Ma papà Roland non beveva. Guardava il suo bicchiere colmo di vino luminoso e limpido, la cui anima leggera, pura e inebriante saliva dal fondo in bollicine rapide e fitte che evaporavano in superficie. Lo guardava con una diffidenza da volpe che trovi una gallina morta e sospetti una trappola.
[C'è uno scambio di battute in cui alla fine il figlio con indulgenza dà l'ok al padre]
Allora papà Roland alzò il bicchiere senza decidersi ancora a portarlo alle labbra. Lo contemplava dolorosamente, con desiderio e con timore; poi lo annusò, lo assaggiò, lo bevve a piccoli sorsi, assaporandolo, con il cuore pieno d'angoscia, di debolezza e di golosità, e infine di rimpianto, non appena fu vuoto.
[...]
Intanto papà Roland, di nuovo turbato dai fumi del vino, dimenticava già i consigli del figlio e guardava con occhio obliquo e tenero una bottiglia di champagne ancora quasi piena, accanto al suo piatto. Non osava toccarla per paura di nuovi rimproveri e cercava una malizia, una scusa per prenderla senza provocare nuove osservazioni di Pierre. Alla fine escogitò una semplicissima astuzia: prese con disinvoltura la bottiglia e tenendola per il fondo allungò un braccio attraverso la tavola; riempì per primo il bicchiere di Pierre che era vuoto, poi fece il giro degli altri e quando venne il suo turno si servì cominciando a parlare a voce molto alta, così se versò qualcosa nel suo bicchiere chiunque avrebbe giurato che aveva compiuto quel gesto inavvertitamente. Del resto nessuno vi badò.

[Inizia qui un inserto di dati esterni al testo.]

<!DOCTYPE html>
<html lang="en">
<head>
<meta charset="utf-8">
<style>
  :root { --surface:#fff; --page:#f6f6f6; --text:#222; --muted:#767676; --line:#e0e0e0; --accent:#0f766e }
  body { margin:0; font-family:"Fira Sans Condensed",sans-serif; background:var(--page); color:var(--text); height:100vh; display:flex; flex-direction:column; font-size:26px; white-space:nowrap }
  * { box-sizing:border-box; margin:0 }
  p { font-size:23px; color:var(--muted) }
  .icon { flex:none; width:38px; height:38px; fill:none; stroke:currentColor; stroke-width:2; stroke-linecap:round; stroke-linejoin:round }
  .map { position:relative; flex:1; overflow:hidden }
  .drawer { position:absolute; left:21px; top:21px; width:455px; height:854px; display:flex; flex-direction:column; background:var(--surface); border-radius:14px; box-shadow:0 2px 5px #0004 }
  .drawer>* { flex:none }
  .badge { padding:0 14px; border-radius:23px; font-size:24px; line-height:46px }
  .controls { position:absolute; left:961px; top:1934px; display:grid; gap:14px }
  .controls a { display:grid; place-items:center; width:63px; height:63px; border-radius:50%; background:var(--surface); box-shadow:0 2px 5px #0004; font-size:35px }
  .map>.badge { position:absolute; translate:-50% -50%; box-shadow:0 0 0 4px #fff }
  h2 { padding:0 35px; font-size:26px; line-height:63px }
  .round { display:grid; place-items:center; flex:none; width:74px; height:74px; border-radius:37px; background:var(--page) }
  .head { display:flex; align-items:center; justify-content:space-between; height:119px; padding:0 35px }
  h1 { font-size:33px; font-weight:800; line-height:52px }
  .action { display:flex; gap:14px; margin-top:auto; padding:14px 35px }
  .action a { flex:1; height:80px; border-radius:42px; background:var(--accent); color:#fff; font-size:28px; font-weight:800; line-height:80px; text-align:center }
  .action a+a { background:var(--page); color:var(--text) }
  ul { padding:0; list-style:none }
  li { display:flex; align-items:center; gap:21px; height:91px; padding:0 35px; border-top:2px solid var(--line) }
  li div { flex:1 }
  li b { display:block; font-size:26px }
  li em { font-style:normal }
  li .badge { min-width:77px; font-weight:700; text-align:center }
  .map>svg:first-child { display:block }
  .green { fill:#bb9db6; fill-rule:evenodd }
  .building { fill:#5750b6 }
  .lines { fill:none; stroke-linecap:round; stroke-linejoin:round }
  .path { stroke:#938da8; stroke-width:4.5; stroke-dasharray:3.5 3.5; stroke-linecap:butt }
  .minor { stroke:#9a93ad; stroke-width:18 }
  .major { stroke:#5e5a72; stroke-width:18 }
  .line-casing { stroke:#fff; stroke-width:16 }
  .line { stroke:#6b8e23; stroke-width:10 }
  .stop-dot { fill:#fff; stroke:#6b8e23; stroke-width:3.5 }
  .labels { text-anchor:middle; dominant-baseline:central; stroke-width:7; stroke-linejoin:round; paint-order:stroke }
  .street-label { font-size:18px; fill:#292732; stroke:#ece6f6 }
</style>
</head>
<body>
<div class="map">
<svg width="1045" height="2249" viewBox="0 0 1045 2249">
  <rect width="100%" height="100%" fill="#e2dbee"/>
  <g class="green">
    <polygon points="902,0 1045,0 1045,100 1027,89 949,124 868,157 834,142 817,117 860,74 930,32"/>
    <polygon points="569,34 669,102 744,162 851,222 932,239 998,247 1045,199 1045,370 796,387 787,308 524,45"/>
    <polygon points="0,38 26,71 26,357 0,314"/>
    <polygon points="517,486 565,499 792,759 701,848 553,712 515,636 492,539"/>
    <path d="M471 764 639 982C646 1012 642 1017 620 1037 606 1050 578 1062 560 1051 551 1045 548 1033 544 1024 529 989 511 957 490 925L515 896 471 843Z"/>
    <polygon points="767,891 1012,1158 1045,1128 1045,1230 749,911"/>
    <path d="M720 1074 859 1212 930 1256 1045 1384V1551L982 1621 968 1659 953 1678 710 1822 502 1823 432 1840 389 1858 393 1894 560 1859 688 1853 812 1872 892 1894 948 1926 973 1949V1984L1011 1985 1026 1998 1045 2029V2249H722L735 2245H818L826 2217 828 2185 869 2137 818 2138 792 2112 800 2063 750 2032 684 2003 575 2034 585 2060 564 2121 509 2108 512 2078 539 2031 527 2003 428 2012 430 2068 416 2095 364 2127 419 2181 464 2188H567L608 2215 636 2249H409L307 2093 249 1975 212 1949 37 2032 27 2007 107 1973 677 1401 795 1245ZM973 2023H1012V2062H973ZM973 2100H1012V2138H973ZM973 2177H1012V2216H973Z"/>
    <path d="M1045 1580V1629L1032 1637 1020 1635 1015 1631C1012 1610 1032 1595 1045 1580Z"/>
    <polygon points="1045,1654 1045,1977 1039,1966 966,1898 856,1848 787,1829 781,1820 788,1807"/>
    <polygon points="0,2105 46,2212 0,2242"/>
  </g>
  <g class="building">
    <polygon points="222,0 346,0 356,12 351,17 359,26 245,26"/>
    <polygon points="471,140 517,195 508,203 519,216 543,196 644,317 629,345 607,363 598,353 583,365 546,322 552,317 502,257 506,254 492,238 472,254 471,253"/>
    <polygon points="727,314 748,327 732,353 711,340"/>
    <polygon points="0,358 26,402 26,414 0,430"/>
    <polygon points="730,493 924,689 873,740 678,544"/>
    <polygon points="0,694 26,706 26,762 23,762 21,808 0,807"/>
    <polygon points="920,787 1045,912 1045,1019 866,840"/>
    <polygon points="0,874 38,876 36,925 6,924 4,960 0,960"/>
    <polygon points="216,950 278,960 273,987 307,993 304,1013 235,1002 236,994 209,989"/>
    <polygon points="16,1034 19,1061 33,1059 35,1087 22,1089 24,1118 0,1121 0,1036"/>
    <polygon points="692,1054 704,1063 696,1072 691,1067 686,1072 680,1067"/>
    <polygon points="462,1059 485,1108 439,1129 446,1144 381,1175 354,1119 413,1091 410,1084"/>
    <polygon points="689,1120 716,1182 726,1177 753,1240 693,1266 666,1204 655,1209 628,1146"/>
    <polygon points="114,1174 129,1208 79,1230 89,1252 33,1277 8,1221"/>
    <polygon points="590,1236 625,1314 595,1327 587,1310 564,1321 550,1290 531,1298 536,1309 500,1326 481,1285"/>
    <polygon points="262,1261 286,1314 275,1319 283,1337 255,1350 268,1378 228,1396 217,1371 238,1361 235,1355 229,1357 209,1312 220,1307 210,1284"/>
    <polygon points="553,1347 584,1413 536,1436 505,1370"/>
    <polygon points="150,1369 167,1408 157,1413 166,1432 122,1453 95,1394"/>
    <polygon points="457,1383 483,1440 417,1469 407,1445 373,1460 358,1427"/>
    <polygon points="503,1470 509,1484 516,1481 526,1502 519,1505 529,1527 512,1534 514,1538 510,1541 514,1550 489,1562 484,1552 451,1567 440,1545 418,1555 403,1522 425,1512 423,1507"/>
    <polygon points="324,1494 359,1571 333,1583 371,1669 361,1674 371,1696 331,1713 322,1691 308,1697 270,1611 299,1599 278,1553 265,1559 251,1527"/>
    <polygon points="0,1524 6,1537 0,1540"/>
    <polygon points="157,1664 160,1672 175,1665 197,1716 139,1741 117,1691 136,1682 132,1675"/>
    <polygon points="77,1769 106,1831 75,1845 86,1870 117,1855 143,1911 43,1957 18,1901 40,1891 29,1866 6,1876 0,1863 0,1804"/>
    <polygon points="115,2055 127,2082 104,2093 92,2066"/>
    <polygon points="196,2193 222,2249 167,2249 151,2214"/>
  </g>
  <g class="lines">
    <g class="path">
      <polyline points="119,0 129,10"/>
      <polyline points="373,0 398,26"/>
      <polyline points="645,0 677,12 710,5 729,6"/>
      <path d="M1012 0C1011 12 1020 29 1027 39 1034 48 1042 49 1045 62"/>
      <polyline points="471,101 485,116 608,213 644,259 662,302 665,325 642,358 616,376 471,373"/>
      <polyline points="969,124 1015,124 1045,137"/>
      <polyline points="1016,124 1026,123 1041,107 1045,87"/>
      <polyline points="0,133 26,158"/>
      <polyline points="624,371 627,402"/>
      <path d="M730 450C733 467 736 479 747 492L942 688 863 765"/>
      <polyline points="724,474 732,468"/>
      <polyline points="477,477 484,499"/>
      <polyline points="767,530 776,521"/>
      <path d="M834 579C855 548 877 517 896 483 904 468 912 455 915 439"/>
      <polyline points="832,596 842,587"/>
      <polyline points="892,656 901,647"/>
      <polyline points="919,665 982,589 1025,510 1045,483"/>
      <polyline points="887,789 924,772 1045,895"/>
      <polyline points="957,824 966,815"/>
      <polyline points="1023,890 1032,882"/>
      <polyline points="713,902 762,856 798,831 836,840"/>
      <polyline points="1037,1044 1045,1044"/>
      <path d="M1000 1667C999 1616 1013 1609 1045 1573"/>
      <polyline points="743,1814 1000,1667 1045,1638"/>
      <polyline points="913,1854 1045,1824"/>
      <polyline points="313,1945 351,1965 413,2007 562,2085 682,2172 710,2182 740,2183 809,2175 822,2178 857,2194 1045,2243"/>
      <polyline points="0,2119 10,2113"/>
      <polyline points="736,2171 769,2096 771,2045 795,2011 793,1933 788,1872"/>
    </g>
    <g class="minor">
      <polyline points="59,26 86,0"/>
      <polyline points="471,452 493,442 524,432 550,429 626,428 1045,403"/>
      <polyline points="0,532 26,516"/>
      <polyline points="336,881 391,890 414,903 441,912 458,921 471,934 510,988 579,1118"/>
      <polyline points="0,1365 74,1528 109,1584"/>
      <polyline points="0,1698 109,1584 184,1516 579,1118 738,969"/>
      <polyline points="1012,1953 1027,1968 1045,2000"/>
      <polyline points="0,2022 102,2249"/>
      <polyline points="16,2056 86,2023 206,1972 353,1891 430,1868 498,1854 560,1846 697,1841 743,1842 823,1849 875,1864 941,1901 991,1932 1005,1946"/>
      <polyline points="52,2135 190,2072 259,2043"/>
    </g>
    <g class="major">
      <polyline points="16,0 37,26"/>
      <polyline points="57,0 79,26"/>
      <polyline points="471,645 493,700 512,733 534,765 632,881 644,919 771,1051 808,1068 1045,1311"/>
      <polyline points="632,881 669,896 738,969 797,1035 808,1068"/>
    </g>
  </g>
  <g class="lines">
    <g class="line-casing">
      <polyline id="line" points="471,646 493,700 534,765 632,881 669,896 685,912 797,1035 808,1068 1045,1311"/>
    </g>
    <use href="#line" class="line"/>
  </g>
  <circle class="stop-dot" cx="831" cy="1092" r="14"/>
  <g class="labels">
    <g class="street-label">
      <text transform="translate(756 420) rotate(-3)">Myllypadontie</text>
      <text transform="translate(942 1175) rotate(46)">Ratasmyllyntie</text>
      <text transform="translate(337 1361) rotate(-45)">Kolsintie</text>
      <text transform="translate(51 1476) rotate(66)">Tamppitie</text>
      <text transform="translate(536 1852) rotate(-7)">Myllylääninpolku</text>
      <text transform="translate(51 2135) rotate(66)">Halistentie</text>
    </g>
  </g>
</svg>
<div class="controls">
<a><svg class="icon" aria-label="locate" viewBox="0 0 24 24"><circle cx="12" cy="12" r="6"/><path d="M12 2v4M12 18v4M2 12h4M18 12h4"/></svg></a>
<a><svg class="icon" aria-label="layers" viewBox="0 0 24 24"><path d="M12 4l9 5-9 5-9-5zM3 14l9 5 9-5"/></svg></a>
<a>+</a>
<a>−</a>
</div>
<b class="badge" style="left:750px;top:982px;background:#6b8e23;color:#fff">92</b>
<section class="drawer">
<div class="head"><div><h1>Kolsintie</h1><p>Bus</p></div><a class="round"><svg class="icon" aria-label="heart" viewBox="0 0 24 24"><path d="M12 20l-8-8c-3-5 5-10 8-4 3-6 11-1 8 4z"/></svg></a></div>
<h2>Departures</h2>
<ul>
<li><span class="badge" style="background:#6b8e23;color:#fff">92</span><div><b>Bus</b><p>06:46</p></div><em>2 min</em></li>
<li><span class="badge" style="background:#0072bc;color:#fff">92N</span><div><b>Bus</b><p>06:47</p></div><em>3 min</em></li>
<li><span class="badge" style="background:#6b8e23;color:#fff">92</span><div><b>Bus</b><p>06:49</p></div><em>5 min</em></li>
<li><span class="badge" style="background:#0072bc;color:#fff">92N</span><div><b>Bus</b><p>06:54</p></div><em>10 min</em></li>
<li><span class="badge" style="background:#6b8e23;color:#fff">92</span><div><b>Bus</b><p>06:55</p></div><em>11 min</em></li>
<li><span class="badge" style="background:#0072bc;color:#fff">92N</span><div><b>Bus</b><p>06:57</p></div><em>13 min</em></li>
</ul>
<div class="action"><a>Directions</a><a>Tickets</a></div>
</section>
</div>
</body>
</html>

Pierre, senza pensarci, beveva molto. Nervoso e irritato, portava di continuo alle labbra il lungo calice di cristallo dove si vedevano correre le bollicine del liquido vivo e trasparente. Lo beveva lentamente per sentire il fresco e leggero sapore del gas evaporare sulla lingua. A poco a poco lo invase un dolce calore: saliva dallo stomaco come un fuoco e invadeva le membra diffondendosi in tutto il corpo come un'ondata tiepida e benefica che dava gioia. Si sentiva meglio, più tranquillo e meno arrabbiato e l'idea di parlare al fratello quella sera stessa non gli sembrava più così urgente, non perché pensasse di rinunciarvi ma non voleva turbare subito il benessere che sentiva.